_Task statement_. Extract the final stretch of the data: the line that contains "I am building" and every line after it, unaltered, and no other lines.

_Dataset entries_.
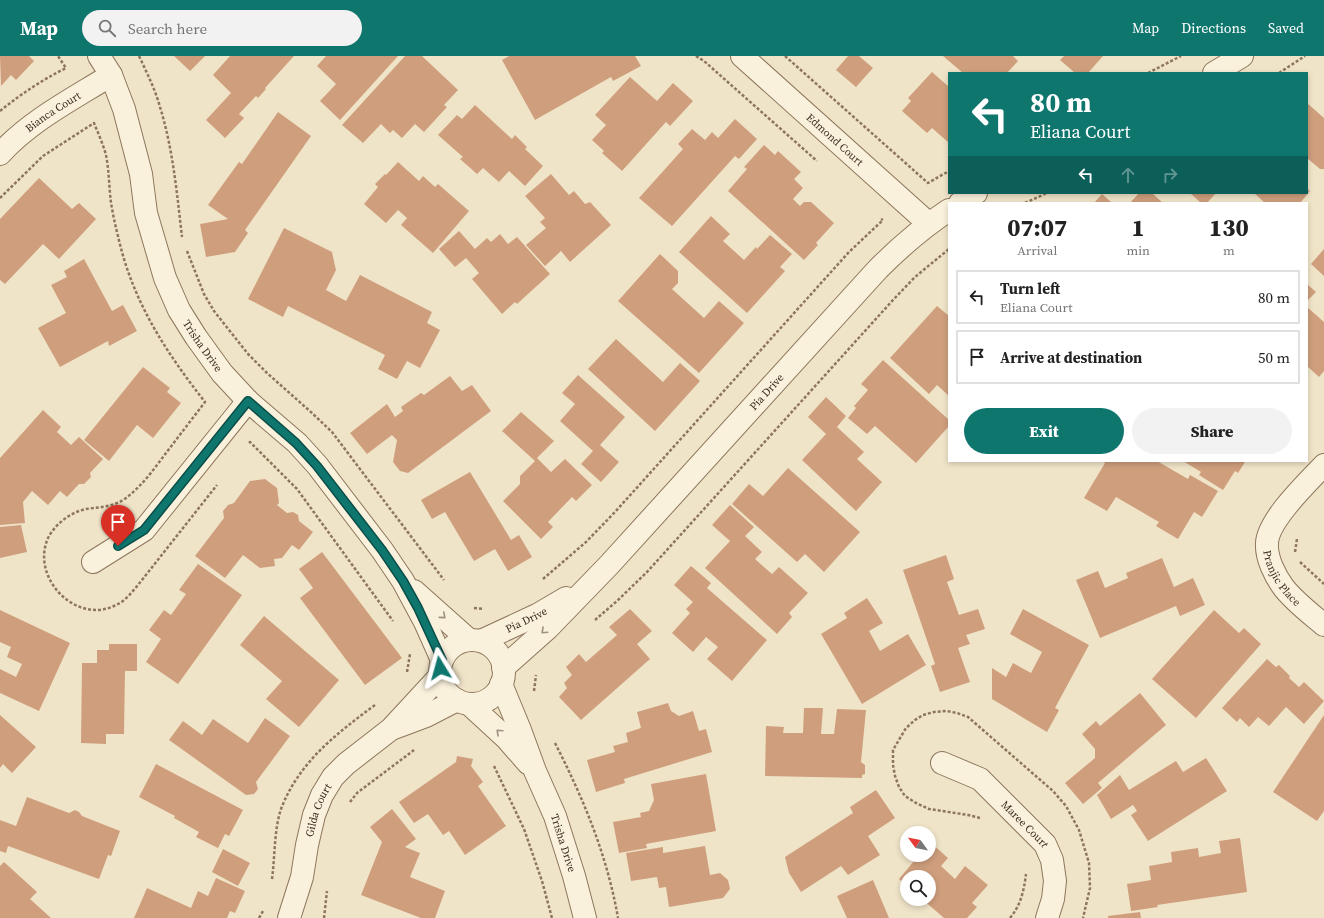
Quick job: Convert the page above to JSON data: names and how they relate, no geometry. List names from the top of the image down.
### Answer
{
  "streets": {
    "street": [
      "Bianca Court",
      "Edmond Court",
      "Trisha Drive",
      "Pia Drive",
      "Pranjic Place",
      "Gilda Court",
      "Maree Court"
    ]
  },
  "crossings": [
    ["Bianca Court", "Trisha Drive"],
    ["Edmond Court", "Pia Drive"],
    ["Trisha Drive", "Pia Drive"],
    ["Trisha Drive", "Gilda Court"],
    ["Pia Drive", "Gilda Court"]
  ],
  "north": "top left",
  "page": {
    "header": "Map",
    "search": "Search here",
    "nav": ["Map", "Directions", "Saved"],
    "turn": ["80 m", "Eliana Court"],
    "eta": [
      "07:07",
      "Arrival",
      "1",
      "min",
      "130",
      "m"
    ],
    "list": [
      {
        "name": "Turn left",
        "note": "Eliana Court",
        "value": "80 m"
      },
      {
        "name": "Arrive at destination",
        "value": "50 m"
      }
    ],
    "buttons": ["Exit", "Share"]
  }
}
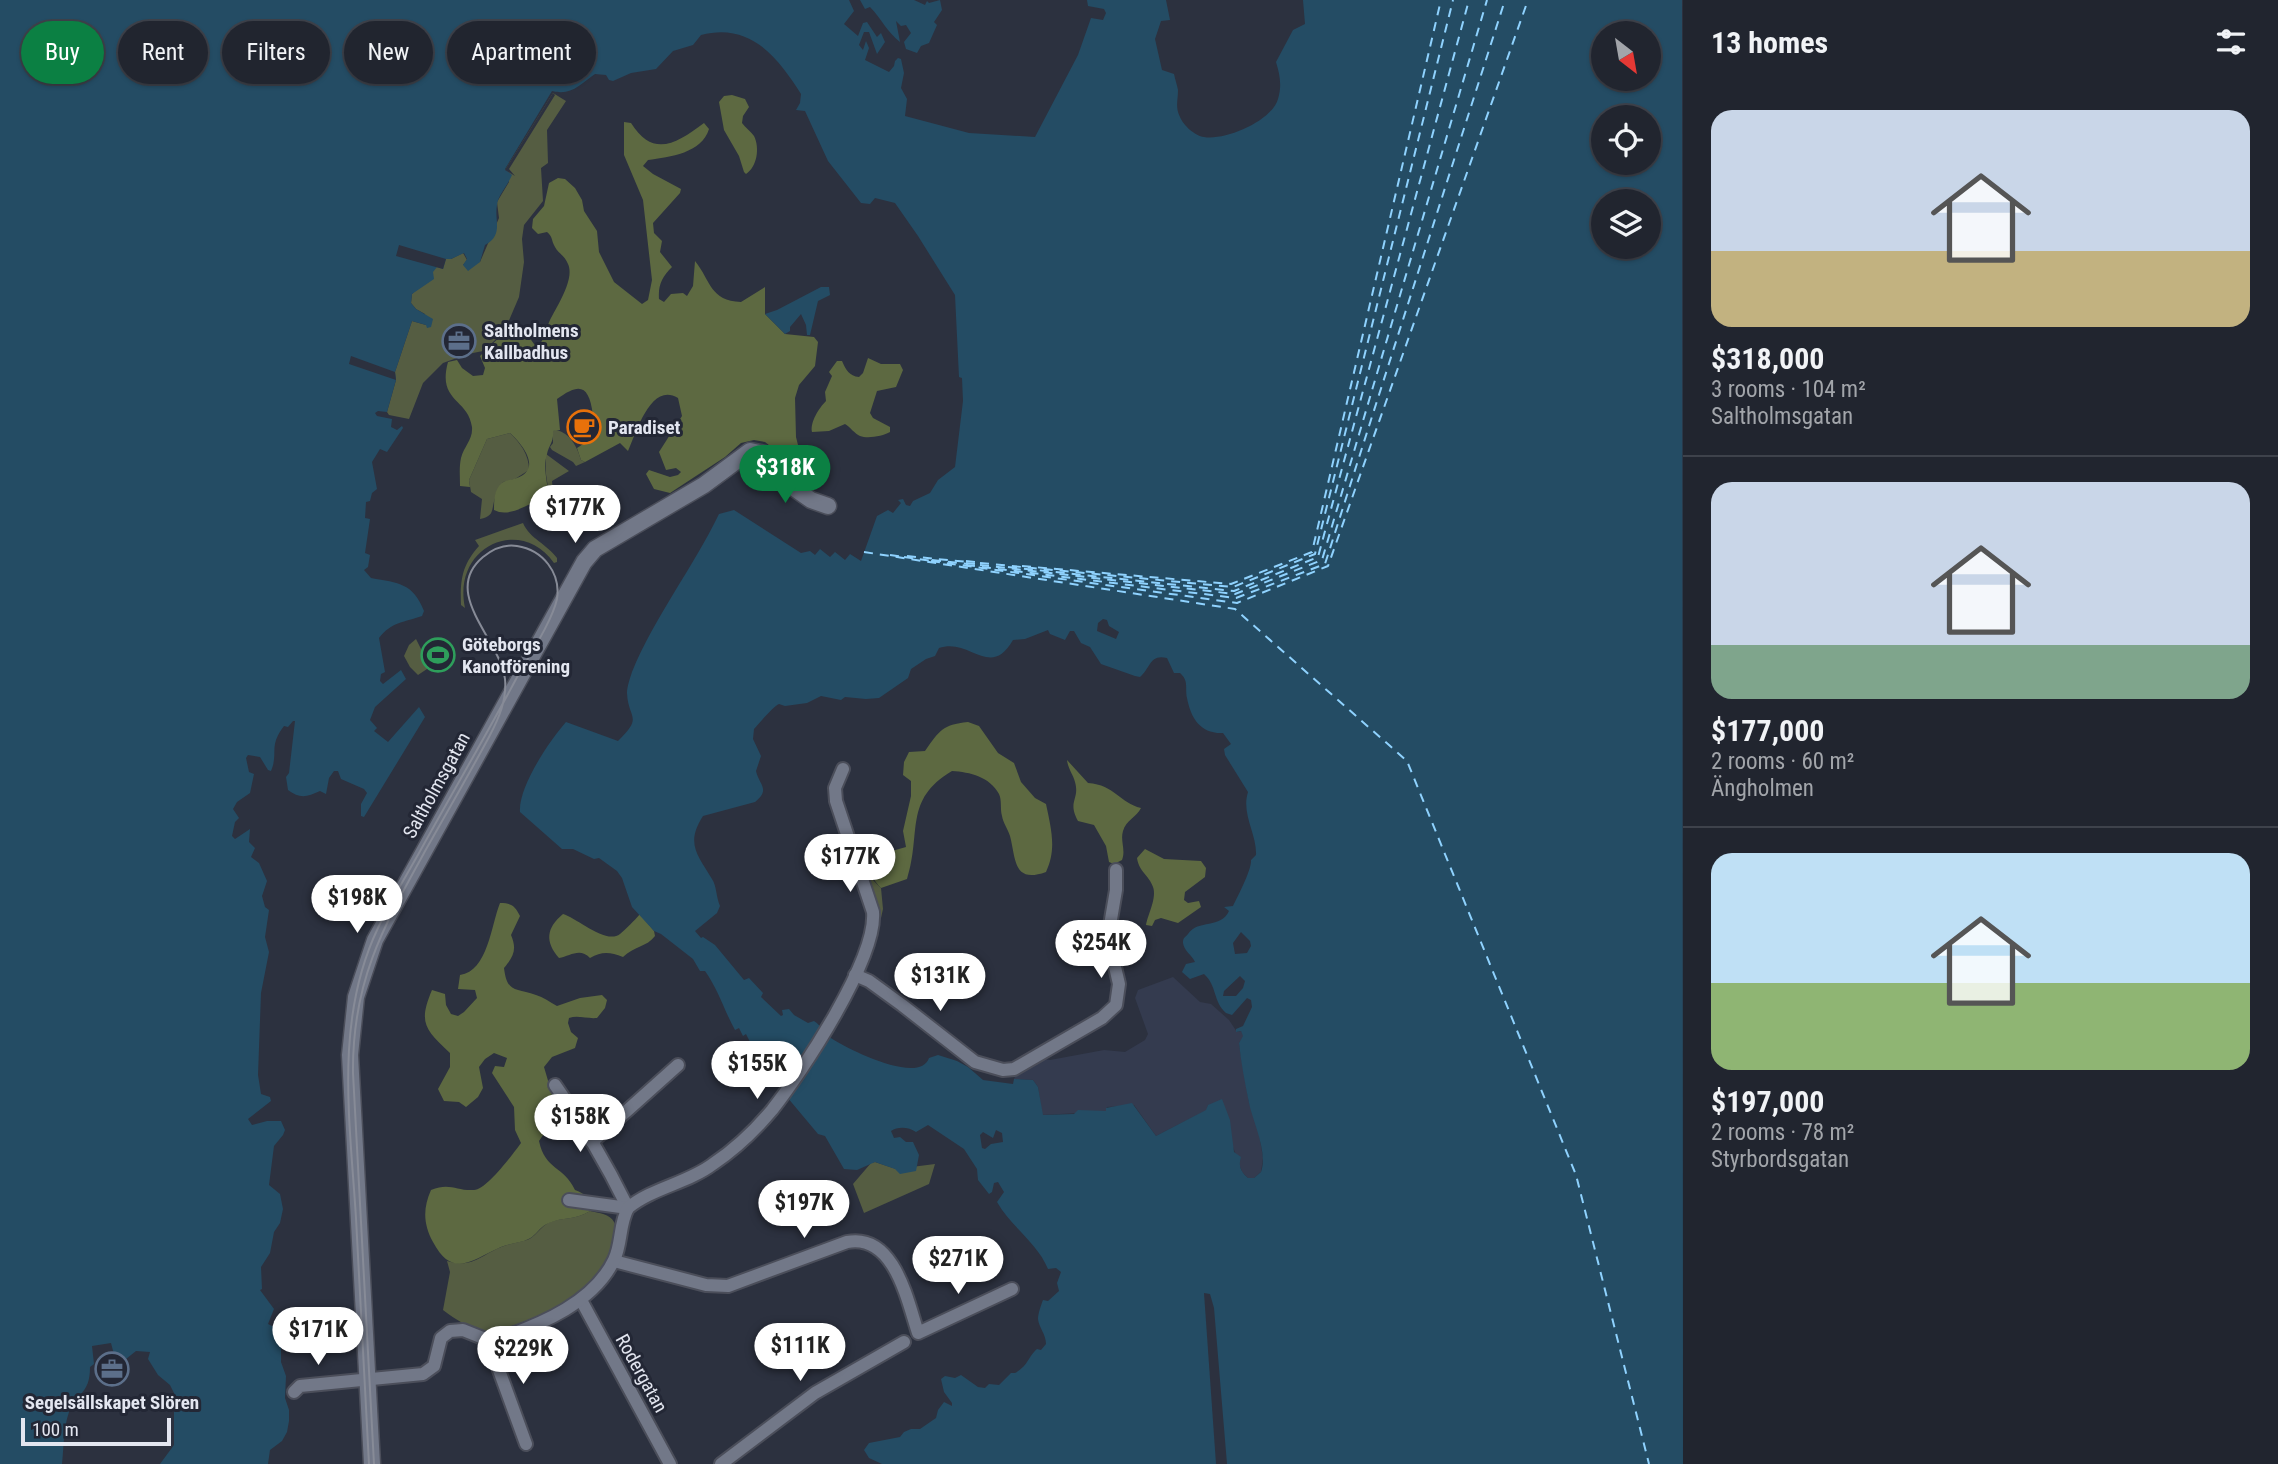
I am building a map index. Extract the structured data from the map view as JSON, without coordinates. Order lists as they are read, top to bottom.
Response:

_Response to the task_.
I am building a map index. Extract the structured data from the map view as JSON, without coordinates. Order lists as they are read, top to bottom.
Response:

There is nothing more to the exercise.